▸ Task to carry out
Once a line is found to contain "index", copy it out of the listing.

○ ○ ○ ○ ○

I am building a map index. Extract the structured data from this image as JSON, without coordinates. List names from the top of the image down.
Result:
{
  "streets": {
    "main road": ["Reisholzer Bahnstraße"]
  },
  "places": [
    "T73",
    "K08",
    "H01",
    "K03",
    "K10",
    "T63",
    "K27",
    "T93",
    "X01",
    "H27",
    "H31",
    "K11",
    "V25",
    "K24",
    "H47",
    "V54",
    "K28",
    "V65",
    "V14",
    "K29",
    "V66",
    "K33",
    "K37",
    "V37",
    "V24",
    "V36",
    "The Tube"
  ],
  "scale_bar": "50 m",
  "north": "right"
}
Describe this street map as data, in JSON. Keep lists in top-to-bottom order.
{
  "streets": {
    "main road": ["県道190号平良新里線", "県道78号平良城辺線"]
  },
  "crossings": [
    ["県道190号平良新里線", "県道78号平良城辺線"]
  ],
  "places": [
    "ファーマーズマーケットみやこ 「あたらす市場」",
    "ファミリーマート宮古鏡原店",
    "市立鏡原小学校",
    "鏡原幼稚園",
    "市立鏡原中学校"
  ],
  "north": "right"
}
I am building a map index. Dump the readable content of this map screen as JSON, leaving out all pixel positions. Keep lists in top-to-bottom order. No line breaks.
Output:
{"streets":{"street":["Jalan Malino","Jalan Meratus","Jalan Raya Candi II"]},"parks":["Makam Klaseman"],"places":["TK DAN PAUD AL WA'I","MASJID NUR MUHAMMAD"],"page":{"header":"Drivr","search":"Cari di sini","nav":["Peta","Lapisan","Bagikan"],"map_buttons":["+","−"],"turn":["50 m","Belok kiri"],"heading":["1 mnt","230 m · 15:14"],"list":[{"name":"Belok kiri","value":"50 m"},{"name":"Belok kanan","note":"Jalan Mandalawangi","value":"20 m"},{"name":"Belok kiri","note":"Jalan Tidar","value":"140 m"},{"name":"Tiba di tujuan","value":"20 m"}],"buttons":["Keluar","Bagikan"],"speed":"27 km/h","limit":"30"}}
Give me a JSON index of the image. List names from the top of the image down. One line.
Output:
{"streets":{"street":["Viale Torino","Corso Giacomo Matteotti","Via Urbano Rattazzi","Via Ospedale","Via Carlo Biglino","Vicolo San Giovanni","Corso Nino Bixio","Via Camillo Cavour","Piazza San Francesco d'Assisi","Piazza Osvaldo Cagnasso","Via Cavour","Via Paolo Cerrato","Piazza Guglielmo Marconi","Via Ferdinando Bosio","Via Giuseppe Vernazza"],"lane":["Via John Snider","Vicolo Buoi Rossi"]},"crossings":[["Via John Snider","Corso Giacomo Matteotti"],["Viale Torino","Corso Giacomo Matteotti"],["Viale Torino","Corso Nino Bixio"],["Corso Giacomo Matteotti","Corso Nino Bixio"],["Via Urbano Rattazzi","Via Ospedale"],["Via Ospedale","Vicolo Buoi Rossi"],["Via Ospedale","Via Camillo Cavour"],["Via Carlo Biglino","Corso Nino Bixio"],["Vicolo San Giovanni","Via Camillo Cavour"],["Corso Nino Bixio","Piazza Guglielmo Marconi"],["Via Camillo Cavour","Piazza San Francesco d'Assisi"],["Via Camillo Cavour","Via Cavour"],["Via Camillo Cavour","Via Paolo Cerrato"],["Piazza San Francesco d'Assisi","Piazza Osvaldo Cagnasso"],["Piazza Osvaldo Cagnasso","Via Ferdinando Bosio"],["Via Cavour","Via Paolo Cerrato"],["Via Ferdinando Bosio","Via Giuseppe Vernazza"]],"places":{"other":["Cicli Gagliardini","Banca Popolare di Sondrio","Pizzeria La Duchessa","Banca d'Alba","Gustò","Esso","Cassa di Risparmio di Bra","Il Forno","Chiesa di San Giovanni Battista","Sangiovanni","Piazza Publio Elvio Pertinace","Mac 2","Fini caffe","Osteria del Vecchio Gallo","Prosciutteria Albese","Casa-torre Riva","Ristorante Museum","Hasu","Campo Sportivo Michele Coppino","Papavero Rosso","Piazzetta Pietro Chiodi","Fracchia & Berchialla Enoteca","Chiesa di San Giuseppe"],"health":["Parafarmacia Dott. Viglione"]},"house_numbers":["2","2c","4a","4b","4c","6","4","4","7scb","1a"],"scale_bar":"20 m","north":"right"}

○ ○ ○ ○ ○

▸ Answer box
I am building a map index. Extract the structured data from this image as JSON, without coordinates. List names from the top of the image down.
I am building a map index. Dump the readable content of this map screen as JSON, leaving out all pixel positions. Keep lists in top-to-bottom order. No line breaks.
Give me a JSON index of the image. List names from the top of the image down. One line.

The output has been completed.